*** Information Section Begins ***
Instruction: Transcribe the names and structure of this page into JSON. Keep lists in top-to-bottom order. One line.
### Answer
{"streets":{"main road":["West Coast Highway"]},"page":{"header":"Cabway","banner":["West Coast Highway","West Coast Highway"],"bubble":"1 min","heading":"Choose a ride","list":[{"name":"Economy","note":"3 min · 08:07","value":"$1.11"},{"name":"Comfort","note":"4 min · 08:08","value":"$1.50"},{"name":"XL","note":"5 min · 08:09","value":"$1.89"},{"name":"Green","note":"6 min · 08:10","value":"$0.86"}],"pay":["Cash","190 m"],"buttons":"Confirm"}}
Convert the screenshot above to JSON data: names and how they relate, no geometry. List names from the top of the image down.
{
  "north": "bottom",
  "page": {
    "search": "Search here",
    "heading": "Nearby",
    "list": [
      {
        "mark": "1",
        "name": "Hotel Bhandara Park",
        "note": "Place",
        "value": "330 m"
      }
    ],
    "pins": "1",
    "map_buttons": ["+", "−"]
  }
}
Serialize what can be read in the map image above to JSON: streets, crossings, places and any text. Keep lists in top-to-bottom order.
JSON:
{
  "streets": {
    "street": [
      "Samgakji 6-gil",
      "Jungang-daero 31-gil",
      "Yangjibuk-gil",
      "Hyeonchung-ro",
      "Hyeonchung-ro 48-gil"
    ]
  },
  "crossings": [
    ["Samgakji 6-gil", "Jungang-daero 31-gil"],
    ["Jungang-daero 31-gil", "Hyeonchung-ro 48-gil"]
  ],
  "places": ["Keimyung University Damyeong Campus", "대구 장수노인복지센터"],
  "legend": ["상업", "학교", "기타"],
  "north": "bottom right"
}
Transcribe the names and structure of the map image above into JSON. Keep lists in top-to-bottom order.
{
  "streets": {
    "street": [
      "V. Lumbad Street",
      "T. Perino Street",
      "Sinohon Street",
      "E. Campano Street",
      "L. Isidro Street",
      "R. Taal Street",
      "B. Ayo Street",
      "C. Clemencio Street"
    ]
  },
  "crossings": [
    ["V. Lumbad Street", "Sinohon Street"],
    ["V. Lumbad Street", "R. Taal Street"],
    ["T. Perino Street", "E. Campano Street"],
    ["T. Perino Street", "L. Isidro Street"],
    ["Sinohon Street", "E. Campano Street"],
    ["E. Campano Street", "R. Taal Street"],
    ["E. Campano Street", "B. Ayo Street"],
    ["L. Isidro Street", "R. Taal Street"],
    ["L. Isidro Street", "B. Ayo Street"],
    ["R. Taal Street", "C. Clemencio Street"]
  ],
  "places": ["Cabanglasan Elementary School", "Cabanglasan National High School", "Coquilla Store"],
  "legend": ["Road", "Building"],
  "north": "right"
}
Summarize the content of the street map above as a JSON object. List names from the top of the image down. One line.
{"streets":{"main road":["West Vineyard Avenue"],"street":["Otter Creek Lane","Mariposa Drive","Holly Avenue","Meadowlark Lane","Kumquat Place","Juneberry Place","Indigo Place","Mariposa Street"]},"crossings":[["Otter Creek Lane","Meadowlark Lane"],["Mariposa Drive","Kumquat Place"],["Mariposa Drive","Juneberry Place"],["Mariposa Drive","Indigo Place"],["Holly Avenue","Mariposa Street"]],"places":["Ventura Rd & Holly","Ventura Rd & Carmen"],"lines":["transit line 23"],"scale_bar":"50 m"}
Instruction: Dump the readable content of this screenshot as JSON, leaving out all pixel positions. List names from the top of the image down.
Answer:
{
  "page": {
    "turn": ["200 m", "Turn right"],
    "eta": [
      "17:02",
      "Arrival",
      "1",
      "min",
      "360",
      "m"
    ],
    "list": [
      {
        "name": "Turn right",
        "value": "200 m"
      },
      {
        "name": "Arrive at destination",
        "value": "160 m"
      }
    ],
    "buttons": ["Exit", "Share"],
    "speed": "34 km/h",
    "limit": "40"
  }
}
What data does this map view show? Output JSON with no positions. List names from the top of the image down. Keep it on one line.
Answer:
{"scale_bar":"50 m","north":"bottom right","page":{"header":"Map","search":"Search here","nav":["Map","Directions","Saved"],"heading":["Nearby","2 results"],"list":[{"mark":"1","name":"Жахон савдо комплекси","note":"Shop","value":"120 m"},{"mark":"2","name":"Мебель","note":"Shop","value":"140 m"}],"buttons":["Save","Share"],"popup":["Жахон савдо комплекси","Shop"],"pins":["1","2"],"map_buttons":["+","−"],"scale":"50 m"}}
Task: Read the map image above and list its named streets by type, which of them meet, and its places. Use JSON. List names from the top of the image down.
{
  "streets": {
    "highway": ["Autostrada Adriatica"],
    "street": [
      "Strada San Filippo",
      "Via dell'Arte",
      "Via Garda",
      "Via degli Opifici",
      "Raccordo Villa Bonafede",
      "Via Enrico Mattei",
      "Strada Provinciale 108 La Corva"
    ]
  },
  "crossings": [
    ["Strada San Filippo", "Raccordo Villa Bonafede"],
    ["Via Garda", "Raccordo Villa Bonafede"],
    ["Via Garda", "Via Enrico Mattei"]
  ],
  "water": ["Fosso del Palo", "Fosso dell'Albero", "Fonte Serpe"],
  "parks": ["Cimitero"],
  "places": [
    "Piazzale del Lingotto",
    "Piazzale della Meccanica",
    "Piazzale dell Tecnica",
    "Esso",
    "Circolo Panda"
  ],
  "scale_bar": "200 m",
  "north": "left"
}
*** Information Section Ends ***
- _Work instructions_
Your reply should hold all the lines from the listing above in which "this" appears.

- _Answer to the problem_
Instruction: Transcribe the names and structure of this page into JSON. Keep lists in top-to-bottom order. One line.
Instruction: Dump the readable content of this screenshot as JSON, leaving out all pixel positions. List names from the top of the image down.
What data does this map view show? Output JSON with no positions. List names from the top of the image down. Keep it on one line.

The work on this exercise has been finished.